But local officials either don't realize they've banned big SUVs, or they're hoping no one will make a stink. For example, Lombard Street and Los Angeles ban 6K vehicles on numerous streets (including one of San Francisco's main tourist draws, the famously twisty Lombard Street). One L.A. city council member, Janice Hahn (the sister of L.A. Mayor James Hahn), recently proposed that fines for breaking this law be hiked from $50 for a first offense and $100 for a second to $250 and $1,000, respectively. Hahn told me her district, near L.A.'s huge port complex, is plagued by trucks cutting through residential streets.
When I informed Hahn that all the big SUVs also break the 6K barrier, she seemed surprised. "That's interesting," she said.

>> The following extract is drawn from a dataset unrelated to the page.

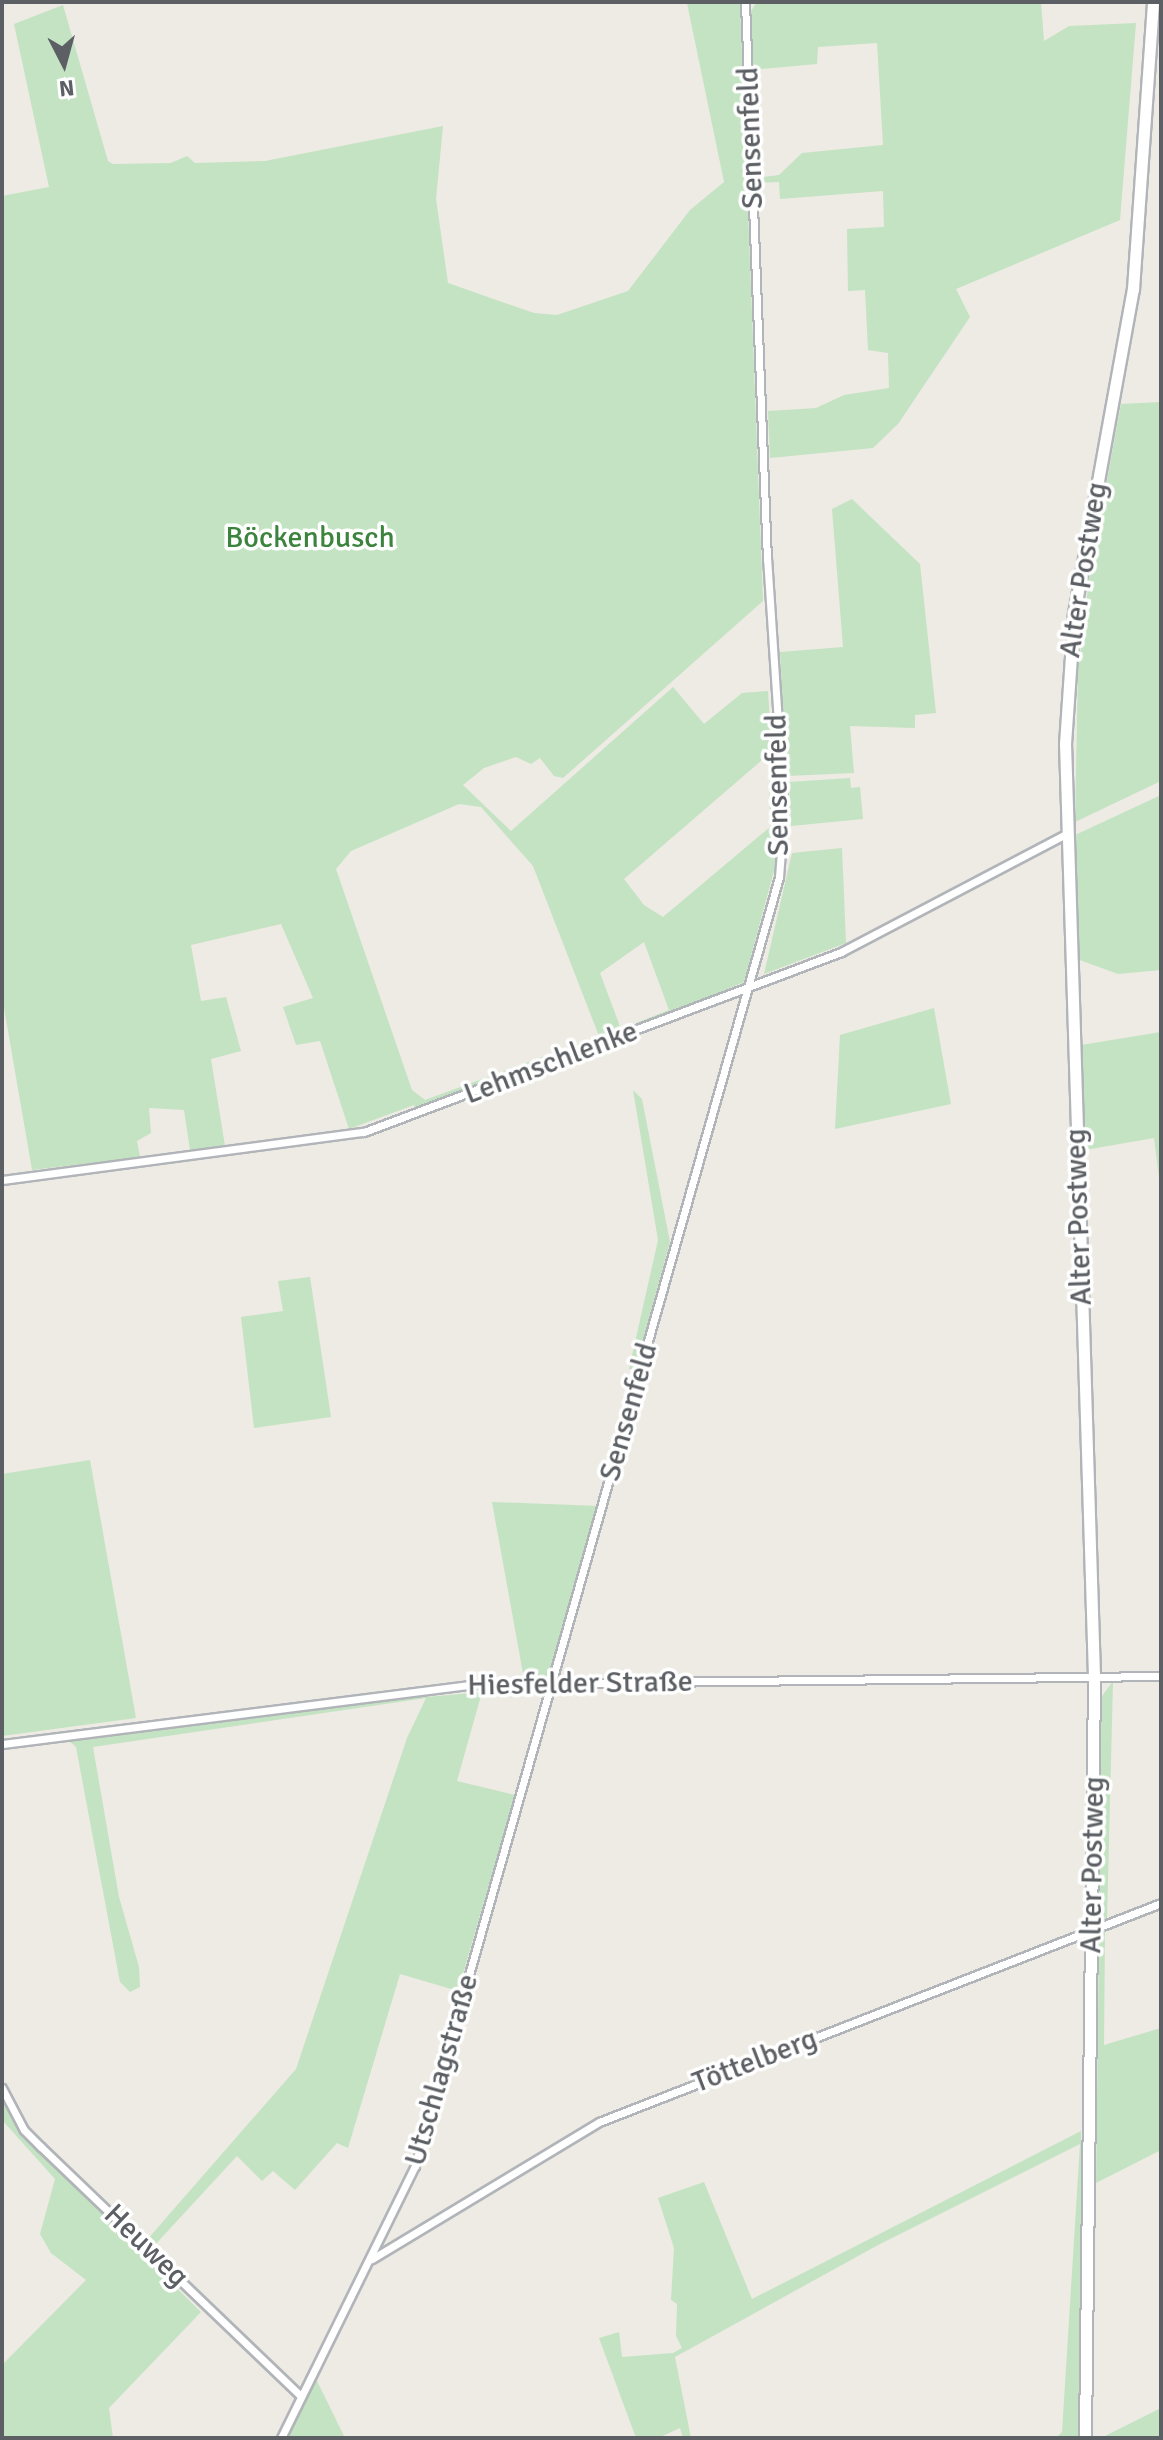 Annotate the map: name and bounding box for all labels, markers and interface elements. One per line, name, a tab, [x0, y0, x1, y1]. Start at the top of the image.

I asked if she thought the ban should be enforced against them. She answered bluntly: "I don't favor that." Even for 10,000 pound Hummers? "I have my own issues with Hummers and SUVs, but this was not the intent of this ordinance."
She's right—it wasn't the intent. But that's because these weight limits generally predate the 1990s SUV craze that lured suburbanites out of their lighter sedans and minivans.It's the vehicles that have changed, not the law. These ordinances remain on the books and they're not obscure. They're clearly marked on signs in many California cities. In fact, three of L.A.'s affluent neighborhoods have the signs almost everywhere you look.
In Santa Monica, Beverly Hills, and Pasadena, vehicles over 3 tons are prohibited on every street unless specifically allowed. (Click here for a caveat about Beverly Hills.) The exemptions are a handful of larger roads meant to be used as truck routes.
That's right—every single residential street.
It probably won't shock you to learn that Santa Monica, Beverly Hills, and Pasadena are also home to a large number of heavy luxury SUVs.
(Similar bans exist not only in cities across California but in other places around the country. Some examples I found online: Minneapolis and Edina, Minnesota; cities in Wisconsin including Wausau, Kenosha, and Brillion; and the Brooklyn Bridge, along with countless smaller bridges all over the nation. [Click here for more on other states.] The penalty in California is usually a fine.)
However, as I can attest from standing on my front porch, prosecution of the Golden State's ban on big SUVs isn't what you'd call robust. In fact, it's a contender for the least enforced traffic regulation in America. Since realizing the connection between weight limits and SUVs, I've noticed streets all over the L.A. area—including major ones like Wilshire Boulevard in Santa Monica and Sunset Boulevard in Brentwood—where the drivers of metal monsters thunder past clearly posted 6K limit signs without a glance. "I would be surprised if it's routinely enforced against SUVs," Santa Monica's transportation planning manager, Lucy Dyke, told me.
And don't expect to see stickers on new SUVs with warnings like "CAUTION: This Vehicle May Be Illegal On Many California Roads." At a GM dealership in Santa Monica, I asked a salesman (who declined to give his name) whether he informs buyers that the Tahoes and Suburbans he's selling them are banned on most streets in the city. "I'm not aware of it," he said.
I suspect the biggest impediment to enforcing these bans is political will—SUVs are wildly popular, and it will take brave city and state officials to challenge the right of residents to use their own streets. (Of course, like a FedEx truck, heavy SUVs are allowed to use local roads for a few blocks if they have business there—like going to or from a house. But in general, they're supposed to take the shortest possible path between designated truck routes.)